In the early 1970's, New Jersey's annual bear count varied from 10 to 30 animals. By 1996, the count was up to more than 400. State wildlife biologist Patty McConnell believes two major events triggered the rise. First, in the 1960's, the U.S. Army Corps of Engineers bought up thousands of hectares of farmland along the Delaware River for a dam project, but the project was canceled and the land reverted to forest. And second, neighboring Pennsylvania prohibited bear hunting for several years in the late 1970's. The rise in the number of bears forced younger bears to cross the Delaware and seek new territory in New Jersey's reforested areas. By 1996, bear habitat was pushing against lakeside communities, and bears were attracted to easy-to-get food.

Searching For Harmony

Officials are turning to science for ways to control the numbers of undesirable animals in urban habitats. Biologists' major advice is to not leave out anything edible that will attract large animals. People may like to watch deer forage in their backyard, but not the coyotes, bears, or mountain lions that may follow close behind.

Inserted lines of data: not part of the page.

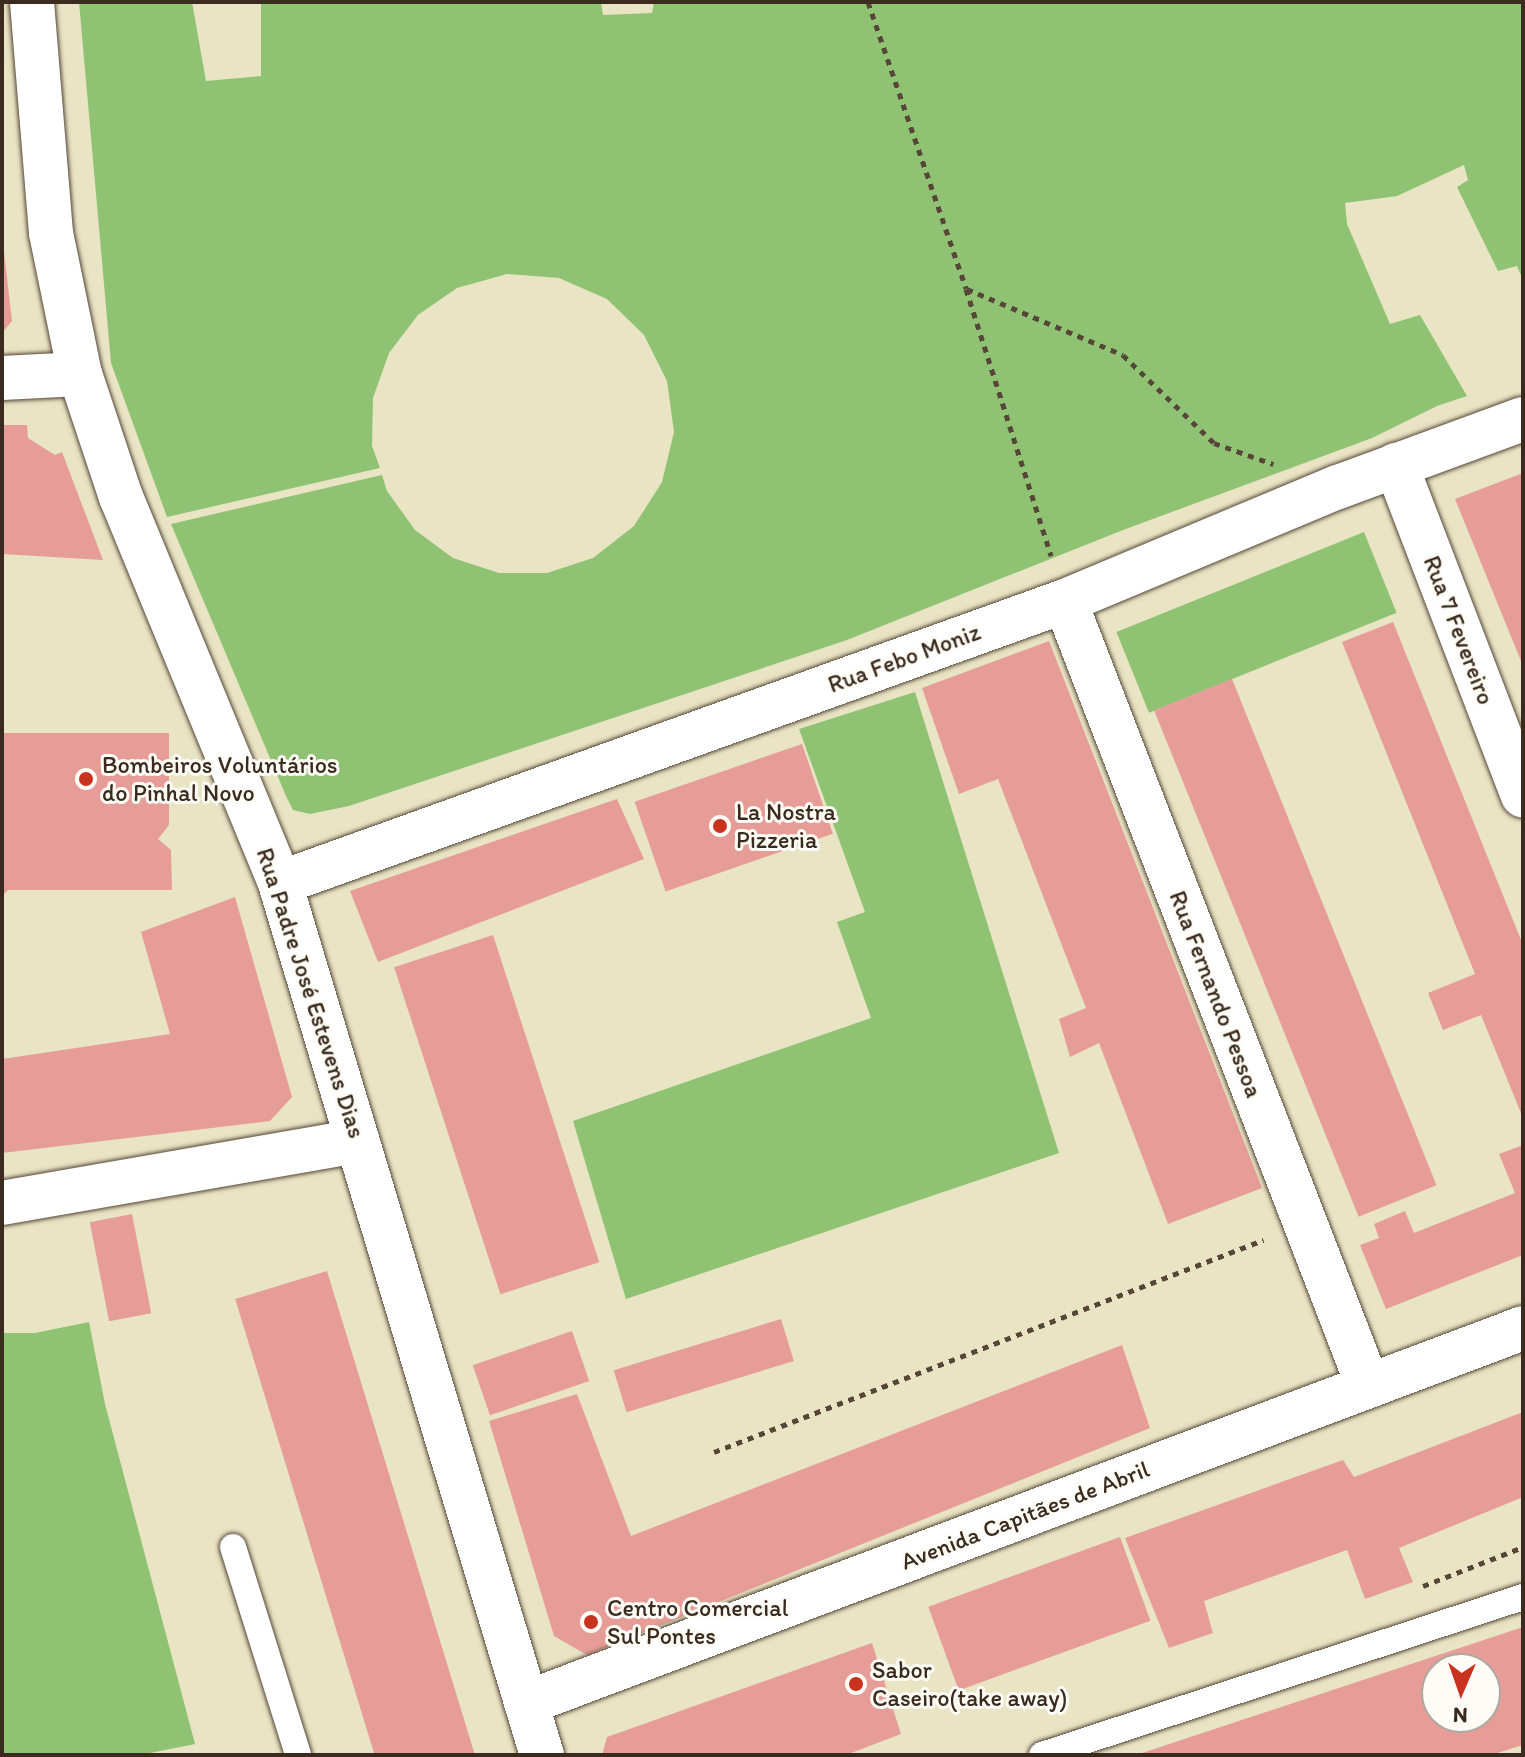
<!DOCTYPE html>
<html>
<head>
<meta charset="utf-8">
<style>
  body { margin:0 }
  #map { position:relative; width:1525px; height:1757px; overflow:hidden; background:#e9e4c4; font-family:Itim,sans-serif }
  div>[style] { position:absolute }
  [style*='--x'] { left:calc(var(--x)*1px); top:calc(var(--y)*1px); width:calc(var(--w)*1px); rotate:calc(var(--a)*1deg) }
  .green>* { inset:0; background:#90c273; transform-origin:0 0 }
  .building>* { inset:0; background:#e69d98; transform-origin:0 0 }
  .path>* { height:5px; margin-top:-2.5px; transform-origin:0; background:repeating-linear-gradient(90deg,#554637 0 6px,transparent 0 12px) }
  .roads { filter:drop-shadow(0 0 2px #554637) drop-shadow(0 0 2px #554637) }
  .lane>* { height:26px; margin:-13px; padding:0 13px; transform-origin:13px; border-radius:13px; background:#fff }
  .street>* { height:44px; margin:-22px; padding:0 22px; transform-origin:22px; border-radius:22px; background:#fff }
  .dots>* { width:22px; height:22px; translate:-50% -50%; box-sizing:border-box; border:4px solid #fdfcf7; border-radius:50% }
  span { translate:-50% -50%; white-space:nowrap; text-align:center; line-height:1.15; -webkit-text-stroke:6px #fdfcf7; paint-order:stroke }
  .street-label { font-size:24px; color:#3b2a1e }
  .poi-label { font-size:24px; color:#3b2a1e }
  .left { translate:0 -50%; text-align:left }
  .frame { position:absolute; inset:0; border:4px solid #3b2a1e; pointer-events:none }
  .north { position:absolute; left:1421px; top:1653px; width:80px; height:80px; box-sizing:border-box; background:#fdfcf7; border:2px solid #afa8a0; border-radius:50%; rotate:182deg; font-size:22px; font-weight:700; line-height:32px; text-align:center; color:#3b2a1e }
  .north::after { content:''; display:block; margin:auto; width:28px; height:36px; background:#c8321e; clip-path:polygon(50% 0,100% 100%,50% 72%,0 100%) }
</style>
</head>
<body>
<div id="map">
  <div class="green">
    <div style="clip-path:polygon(79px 2px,192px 2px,206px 81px,261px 76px,261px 2px,601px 3px,603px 15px,652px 13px,654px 2px,1523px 2px,1523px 280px,1517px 266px,1498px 271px,1457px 187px,1468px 180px,1464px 165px,1397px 196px,1345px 203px,1347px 224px,1390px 324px,1420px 315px,1467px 396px,1437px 406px,1372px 438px,1123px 530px,847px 640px,349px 806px,310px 814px,293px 810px,286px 796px,171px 524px,382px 475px,387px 491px,415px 530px,453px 558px,499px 573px,547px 573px,593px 558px,634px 526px,662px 482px,674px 432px,667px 381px,644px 335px,607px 299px,559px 278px,507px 274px,457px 288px,418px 315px,389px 353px,373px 398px,372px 446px,380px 468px,167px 517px,111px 363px)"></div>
    <div style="left:1364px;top:532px;width:87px;height:267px;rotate:68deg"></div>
    <div style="clip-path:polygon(915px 692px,1059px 1153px,626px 1299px,573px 1121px,871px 1018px,837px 922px,865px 912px,799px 729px)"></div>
    <div style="clip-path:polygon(89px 1322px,105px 1404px,195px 1744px,140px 1755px,2px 1755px,2px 1333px,35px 1333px)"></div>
  </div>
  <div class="building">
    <div style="clip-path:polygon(2px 234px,12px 321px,2px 333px)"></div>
    <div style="clip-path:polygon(2px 425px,27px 425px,28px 438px,55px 455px,62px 452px,103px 560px,2px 554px)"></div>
    <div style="clip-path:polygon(1523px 473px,1523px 666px,1455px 499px)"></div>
    <div style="clip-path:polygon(1393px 622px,1523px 945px,1523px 1118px,1481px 1015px,1443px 1030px,1428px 993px,1475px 974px,1342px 642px)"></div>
    <div style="clip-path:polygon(1049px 641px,1262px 1188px,1168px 1224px,1099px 1043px,1070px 1057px,1059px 1019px,1086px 1008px,998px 779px,959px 794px,922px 688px)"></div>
    <div style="left:1232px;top:679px;width:546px;height:84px;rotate:68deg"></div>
    <div style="clip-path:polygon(2px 733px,169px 733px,169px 825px,158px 839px,171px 850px,172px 890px,8px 890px,2px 896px)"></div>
    <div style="left:802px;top:744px;width:95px;height:177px;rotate:71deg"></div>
    <div style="clip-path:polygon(617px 799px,644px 859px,378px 962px,350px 891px)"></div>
    <div style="clip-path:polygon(235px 897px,292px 1097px,270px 1121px,2px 1153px,2px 1059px,170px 1034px,141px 932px)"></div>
    <div style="left:493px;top:935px;width:344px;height:104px;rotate:72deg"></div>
    <div style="clip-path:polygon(1523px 1145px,1523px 1255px,1386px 1309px,1360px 1245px,1379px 1238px,1374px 1224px,1405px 1211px,1414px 1233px,1515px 1193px,1499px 1154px)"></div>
    <div style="left:132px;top:1214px;width:101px;height:43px;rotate:79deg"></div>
    <div style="left:327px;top:1271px;width:506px;height:96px;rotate:73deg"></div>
    <div style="left:781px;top:1319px;width:44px;height:175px;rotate:73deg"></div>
    <div style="left:572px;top:1331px;width:53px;height:105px;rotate:71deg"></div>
    <div style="clip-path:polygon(1122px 1345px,1150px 1428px,587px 1655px,554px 1636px,489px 1421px,577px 1394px,631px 1536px)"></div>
    <div style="clip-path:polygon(1523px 1412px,1523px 1497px,1399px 1548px,1413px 1582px,1365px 1599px,1347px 1550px,1204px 1601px,1213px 1633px,1169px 1648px,1125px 1538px,1343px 1460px,1354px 1477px)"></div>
    <div style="left:1120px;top:1537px;width:89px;height:204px;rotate:70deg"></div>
    <div style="clip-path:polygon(evenodd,1523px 1627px,1523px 1745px,1491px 1755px,1136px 1755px,1523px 1627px,1437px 1669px,1485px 1669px,1485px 1717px,1437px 1717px,1437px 1669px)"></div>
    <div style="clip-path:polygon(872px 1643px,901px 1734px,846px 1755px,602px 1755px,607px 1737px)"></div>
  </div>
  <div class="path">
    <div style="--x:868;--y:2;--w:303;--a:71.1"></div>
    <div style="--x:966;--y:289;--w:280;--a:72.3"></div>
    <div style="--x:967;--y:289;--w:169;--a:22.9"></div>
    <div style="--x:1123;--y:355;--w:127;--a:44"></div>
    <div style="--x:1214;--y:443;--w:63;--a:19.6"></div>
    <div style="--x:714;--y:1452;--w:589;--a:-21.11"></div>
    <div style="--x:1423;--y:1586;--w:107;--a:-21.3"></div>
  </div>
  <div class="roads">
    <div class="lane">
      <div style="--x:233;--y:1547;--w:218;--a:72.6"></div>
      <div style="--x:1042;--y:1755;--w:506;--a:-18.18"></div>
    </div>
    <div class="street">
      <div style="--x:32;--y:2;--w:232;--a:85.3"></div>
      <div style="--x:51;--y:233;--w:144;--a:78.4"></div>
      <div style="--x:80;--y:374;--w:130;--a:71.6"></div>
      <div style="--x:121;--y:497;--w:417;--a:67.6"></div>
      <div style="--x:280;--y:883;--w:911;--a:73.28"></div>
      <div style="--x:2;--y:378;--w:78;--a:-2.9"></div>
      <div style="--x:1396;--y:465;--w:354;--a:69"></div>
      <div style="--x:1065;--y:601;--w:841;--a:68.89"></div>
      <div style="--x:280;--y:883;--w:834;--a:-19.76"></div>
      <div style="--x:1065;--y:601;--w:296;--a:-22.7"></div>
      <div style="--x:1338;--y:487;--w:197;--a:-20.2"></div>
      <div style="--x:2;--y:1203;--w:360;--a:-9.9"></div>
      <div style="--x:526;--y:1703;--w:1065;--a:-20.61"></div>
    </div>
  </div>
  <div class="dots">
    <div style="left:86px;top:779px;background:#c8321e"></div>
    <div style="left:720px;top:826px;background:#c8321e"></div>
    <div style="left:591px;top:1622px;background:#c8321e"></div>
    <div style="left:856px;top:1684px;background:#c8321e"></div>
  </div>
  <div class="street-label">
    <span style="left:1459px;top:630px;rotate:69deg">Rua 7 Fevereiro</span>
    <span style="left:904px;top:658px;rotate:-20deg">Rua Febo Moniz</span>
    <span style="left:311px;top:993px;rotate:72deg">Rua Padre José Estevens Dias</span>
    <span style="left:1216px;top:994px;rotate:69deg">Rua Fernando Pessoa</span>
    <span style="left:1025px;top:1515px;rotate:-21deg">Avenida Capitães de Abril</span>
  </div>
  <div class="poi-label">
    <span class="left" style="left:102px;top:779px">Bombeiros Voluntários<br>do Pinhal Novo</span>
    <span class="left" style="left:736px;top:826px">La Nostra<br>Pizzeria</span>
    <span class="left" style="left:607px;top:1622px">Centro Comercial<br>Sul Pontes</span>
    <span class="left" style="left:872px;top:1684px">Sabor<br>Caseiro(take away)</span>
  </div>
  <div class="frame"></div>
  <div class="north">N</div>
</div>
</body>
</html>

On the other hand, some steps are being taken to enhance the urban habitat for desirable species less adaptable to people. Some biologists are collaborating with developers on designs that will preserve woodlands, meadows, and other natural elements of the area. Some communities have left corridors linking large habitats to accommodate seasonal wildlife movements or built tunnels under roads at known crossings to reduce the number of animals killed by vehicles. Most urban dwellers delight in watching animals and birds and applaud such efforts to promote a harmonious relationship between people and wildlife.